Roberts, who engages with Muslims both in his community and overseas, acknowledged that Scripture also says that one should be peaceable with all men and respect authority.

But he quickly added that "when authority is abusing humanity, it's violating the function of why it was placed there to begin with. Rulers are to keep the order but if they don't fulfill the rights of moral law, then that's a different story."

"To tell a man because a tyrant is ruling him he must submit to that kind of abuse is like telling a woman being abused by her husband that she should stay – and then she loses her life," he illustrated.

The revolts for freedom and democracy began in Tunisia in December, and have spread to neighboring countries, including Egypt, Bahrain, Libya, Yemen, Iran, Kuwait and Morocco. Tunisia and Egypt both saw the downfall of their presidents. Libyan leader Muammar al-Gaddafi, meanwhile, has vowed to hold onto power.

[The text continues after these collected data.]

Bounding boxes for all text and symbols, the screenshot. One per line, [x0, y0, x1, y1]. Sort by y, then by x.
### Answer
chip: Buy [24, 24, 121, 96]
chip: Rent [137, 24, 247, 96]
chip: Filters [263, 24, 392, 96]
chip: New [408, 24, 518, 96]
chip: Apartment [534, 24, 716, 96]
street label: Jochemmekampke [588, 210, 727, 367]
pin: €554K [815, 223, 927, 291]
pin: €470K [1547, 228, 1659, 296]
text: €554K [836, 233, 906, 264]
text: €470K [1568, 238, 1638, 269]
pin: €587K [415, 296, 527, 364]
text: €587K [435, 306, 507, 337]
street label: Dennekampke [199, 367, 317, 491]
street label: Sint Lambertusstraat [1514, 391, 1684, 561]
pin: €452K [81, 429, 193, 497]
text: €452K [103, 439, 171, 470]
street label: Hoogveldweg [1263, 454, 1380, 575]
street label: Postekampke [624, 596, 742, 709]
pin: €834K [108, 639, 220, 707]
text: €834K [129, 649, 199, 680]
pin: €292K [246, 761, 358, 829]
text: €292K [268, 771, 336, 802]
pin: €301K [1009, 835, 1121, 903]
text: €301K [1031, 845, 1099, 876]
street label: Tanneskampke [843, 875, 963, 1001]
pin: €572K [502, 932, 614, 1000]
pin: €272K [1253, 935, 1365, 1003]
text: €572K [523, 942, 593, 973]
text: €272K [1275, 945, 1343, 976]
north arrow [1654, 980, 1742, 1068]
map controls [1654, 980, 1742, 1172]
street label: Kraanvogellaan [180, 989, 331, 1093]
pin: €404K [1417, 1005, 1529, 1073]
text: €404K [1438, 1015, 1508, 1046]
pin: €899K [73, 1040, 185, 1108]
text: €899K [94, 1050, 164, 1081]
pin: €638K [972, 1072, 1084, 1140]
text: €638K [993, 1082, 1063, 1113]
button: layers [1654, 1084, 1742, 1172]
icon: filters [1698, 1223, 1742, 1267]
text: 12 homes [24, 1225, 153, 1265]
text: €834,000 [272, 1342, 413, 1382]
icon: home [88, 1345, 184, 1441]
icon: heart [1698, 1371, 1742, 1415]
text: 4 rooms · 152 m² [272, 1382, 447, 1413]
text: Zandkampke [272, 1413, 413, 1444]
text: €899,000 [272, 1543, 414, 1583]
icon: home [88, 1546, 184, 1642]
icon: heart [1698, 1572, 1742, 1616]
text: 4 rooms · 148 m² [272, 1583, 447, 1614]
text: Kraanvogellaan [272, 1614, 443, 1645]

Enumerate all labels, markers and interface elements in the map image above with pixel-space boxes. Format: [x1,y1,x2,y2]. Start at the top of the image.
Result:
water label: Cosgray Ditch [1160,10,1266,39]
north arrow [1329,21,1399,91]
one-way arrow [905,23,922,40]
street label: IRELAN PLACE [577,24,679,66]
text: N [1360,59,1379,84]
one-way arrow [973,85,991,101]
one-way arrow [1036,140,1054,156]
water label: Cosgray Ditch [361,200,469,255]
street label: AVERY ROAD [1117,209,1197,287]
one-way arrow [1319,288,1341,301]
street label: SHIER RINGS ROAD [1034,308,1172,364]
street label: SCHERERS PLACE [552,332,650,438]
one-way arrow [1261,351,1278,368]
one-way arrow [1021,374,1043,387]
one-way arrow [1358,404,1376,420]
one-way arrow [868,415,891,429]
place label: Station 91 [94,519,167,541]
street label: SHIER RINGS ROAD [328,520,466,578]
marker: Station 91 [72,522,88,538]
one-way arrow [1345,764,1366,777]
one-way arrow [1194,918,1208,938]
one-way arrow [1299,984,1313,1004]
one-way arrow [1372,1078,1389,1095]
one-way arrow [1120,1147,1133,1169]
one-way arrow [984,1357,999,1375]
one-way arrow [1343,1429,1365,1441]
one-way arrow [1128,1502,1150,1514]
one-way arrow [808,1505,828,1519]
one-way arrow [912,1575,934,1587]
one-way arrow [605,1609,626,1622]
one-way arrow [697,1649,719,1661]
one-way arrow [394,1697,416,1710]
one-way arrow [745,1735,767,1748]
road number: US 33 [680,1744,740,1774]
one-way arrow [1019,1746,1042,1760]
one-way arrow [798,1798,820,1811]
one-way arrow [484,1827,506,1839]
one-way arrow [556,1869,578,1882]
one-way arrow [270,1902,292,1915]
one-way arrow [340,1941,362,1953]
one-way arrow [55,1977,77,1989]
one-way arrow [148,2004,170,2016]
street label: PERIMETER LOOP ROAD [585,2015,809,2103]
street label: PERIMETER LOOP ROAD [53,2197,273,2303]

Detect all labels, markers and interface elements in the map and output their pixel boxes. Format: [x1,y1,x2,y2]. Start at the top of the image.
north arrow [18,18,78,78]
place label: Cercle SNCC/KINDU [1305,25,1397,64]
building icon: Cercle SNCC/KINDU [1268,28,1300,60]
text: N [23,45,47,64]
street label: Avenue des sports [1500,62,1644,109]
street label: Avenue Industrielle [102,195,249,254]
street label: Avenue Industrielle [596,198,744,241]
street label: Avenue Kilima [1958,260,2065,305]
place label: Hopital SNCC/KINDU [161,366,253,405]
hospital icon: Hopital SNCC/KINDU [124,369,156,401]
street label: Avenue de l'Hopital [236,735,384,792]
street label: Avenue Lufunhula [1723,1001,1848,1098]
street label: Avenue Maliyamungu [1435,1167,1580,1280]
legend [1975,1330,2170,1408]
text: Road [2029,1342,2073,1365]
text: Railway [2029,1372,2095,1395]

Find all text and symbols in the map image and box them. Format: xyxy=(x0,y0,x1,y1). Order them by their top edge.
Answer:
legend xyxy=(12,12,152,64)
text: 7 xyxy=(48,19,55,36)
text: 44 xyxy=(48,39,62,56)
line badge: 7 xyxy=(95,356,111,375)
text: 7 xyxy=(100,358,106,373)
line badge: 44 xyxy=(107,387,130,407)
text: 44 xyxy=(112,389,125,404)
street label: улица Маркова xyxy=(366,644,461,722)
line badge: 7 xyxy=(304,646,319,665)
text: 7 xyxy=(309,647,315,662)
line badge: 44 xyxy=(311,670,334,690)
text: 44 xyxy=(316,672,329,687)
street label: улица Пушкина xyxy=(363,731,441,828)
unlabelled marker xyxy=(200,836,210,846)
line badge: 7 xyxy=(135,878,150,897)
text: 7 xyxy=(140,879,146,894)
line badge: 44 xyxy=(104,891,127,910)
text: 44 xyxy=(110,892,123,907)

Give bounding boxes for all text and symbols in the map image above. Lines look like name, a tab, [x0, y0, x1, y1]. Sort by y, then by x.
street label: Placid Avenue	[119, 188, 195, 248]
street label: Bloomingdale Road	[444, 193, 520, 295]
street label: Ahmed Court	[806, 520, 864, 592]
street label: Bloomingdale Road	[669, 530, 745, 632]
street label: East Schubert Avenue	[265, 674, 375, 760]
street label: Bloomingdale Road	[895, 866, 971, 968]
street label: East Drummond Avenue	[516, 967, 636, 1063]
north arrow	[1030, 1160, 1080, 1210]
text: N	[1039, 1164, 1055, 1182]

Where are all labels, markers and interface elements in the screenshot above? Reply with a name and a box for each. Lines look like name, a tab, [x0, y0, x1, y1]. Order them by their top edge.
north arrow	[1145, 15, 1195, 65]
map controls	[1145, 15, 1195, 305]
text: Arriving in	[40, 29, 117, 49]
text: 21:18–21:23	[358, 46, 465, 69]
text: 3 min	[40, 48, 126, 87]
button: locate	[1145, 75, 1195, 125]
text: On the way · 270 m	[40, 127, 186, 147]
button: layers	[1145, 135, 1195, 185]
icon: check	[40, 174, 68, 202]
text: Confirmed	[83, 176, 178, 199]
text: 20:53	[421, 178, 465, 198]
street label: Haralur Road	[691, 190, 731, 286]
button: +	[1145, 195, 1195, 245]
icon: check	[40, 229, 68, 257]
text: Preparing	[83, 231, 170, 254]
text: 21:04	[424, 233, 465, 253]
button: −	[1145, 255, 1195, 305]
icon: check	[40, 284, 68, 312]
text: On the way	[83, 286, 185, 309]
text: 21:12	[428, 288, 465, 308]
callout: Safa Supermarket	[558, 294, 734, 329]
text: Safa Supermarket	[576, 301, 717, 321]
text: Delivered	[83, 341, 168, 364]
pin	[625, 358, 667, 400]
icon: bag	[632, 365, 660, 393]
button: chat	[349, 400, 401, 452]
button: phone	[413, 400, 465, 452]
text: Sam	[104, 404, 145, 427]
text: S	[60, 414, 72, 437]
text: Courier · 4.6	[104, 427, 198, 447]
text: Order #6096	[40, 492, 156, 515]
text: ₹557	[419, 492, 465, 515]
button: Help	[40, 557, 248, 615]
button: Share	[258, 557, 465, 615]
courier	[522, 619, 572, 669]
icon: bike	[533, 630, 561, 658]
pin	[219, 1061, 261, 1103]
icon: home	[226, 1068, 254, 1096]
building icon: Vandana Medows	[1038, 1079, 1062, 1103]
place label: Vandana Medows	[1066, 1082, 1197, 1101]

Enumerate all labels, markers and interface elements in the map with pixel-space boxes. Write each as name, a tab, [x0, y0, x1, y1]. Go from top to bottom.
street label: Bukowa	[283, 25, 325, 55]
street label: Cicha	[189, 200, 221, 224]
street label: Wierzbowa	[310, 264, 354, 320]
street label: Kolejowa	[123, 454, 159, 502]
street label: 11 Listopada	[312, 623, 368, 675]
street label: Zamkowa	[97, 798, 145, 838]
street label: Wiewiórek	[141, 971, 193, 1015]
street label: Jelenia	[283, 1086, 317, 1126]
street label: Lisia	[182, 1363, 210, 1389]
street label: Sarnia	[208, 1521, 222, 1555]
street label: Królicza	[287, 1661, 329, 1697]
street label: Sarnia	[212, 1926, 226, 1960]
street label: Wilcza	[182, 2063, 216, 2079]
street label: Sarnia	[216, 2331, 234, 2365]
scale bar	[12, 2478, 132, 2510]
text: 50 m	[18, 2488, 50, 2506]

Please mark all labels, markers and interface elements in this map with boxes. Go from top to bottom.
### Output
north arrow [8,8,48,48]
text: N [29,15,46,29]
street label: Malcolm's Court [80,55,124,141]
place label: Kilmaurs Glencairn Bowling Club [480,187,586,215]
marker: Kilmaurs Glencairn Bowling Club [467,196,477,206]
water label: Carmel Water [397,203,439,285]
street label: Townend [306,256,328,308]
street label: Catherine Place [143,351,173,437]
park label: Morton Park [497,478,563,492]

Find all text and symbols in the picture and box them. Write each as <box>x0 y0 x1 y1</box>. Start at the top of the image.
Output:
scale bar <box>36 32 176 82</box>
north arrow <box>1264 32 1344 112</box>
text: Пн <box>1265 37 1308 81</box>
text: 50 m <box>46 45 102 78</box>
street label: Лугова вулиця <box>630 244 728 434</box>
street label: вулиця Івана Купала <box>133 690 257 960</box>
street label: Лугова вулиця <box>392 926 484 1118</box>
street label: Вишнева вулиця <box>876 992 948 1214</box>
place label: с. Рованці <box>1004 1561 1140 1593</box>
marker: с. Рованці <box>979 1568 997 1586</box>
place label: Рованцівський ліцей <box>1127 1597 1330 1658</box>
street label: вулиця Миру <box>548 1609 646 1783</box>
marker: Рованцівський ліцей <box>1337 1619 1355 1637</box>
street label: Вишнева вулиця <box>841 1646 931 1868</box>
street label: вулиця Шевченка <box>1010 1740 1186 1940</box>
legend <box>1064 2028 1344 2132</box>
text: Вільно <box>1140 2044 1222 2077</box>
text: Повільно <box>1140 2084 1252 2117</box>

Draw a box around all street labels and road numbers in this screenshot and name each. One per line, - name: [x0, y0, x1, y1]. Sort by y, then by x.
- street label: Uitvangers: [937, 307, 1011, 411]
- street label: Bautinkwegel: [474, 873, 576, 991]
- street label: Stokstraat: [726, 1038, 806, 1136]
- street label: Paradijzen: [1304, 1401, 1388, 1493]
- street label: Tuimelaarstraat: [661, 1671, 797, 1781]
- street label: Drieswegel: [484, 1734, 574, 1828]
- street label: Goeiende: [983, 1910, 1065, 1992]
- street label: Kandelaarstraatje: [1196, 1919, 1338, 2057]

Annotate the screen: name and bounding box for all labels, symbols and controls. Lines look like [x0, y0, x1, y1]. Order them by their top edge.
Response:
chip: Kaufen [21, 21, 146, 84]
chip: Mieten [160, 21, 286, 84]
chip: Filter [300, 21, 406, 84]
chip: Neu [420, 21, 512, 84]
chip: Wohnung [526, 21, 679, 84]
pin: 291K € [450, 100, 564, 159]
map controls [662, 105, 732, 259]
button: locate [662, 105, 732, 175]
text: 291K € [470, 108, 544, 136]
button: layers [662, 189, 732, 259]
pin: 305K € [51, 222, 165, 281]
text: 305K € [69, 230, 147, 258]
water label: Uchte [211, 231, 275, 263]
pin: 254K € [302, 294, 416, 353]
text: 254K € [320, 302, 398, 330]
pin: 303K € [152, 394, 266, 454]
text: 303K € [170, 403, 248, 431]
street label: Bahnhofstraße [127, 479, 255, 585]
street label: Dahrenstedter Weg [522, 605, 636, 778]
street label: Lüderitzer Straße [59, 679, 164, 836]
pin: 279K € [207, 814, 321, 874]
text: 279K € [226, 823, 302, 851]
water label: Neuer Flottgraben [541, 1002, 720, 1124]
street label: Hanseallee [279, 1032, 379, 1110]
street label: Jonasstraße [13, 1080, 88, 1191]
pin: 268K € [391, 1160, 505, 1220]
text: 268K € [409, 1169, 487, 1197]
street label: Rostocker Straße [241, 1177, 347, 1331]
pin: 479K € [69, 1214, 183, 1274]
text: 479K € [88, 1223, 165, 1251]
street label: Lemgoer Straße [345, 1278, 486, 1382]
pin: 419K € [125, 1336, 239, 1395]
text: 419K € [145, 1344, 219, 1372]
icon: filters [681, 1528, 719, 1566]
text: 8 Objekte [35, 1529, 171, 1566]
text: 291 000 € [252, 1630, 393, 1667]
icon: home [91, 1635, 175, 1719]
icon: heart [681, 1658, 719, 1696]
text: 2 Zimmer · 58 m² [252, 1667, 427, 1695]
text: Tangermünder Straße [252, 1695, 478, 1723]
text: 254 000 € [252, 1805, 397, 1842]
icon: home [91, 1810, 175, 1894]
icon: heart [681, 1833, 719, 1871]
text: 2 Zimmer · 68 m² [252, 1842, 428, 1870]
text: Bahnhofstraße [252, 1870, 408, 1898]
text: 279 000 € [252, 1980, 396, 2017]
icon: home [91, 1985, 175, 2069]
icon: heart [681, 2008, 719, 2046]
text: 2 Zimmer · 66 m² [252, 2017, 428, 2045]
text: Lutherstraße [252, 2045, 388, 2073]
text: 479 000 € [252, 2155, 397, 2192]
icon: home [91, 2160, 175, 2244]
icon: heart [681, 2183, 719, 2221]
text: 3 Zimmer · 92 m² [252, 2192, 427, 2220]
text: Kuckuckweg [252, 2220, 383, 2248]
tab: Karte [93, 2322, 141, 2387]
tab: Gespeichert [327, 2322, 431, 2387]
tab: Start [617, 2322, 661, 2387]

In a televised statement Tuesday, Gaddafi said that he would fight to his "last drop of blood," as he called his supporters to attack anti-government protesters.

"I will die as a martyr at the end," he stated.

Already, nearly 300 people have been killed in the crackdown against protesters in Libya. U.S. Secretary of State Hillary Clinton called the bloodshed "completely unacceptable."

Thus, the future is far from clear. Rydelnik of Moody Bible Institute feels ambivalent that, for example in Egypt, those who gain control will be anti-Western, anti-Christian, and anti-Israel.

He fears that other countries could follow the same path as Iran, which went from a dicatorship to an Islamic theocracy. Hence, making it worse for Christians.

"When you look at it, it was far better for Christians and the Middle East when there was dictatorship – a moderate one under the Shah," he noted.

"I do believe we Americans who support democracy – and that's the right thing in many respects – will come to regret what has happened in the Middle East because there will be a greater influence of Islamic radicalism," he added.

Roberts believe its is the best time to fight for freedoms including that of religion.

"I think there's a better chance for it today than there was three weeks ago," he stressed, while saying he could not predict whether freedom will actually result from the revolutions.

The fact is, Robert points out, people around the world are connected, thus making it increasingly hard for countries to "clamp down" on them.

"We communicate through social media. You're not going to be able to keep people in bondage because everyone has access to the same information," he explained. "Gaddafi is now in trouble not just with his people in Libya. He's in trouble with the whole Arab League."

"No matter how hard they try to keep things in secret, that day is over. Tyrants and despots in Africa, East Asia and all over the world, their knees are knocking because they're afraid. This is putting them all on notice."

Other experts, meanwhile, say the recent events over the past several months have been permitted by divine will.

"This may be a fad; or it may be a trend ... but nations are going through all kinds of upheaval, economic, physical/natural, and political ... all permitted by the Sovereign God to sensitize the world to His revelatory and salvific initiatives," said Ramesh P. Richard, professor of Pastoral Ministries and Global Theological Engagement at Dallas Theological Seminary, in an e-mail.

Conclusively, he hopes countries will be "made freer for the gospel ... in personal witness, public proclamation, and freedom of worship." And that, he said, is his only criterion for the success of any mass movement.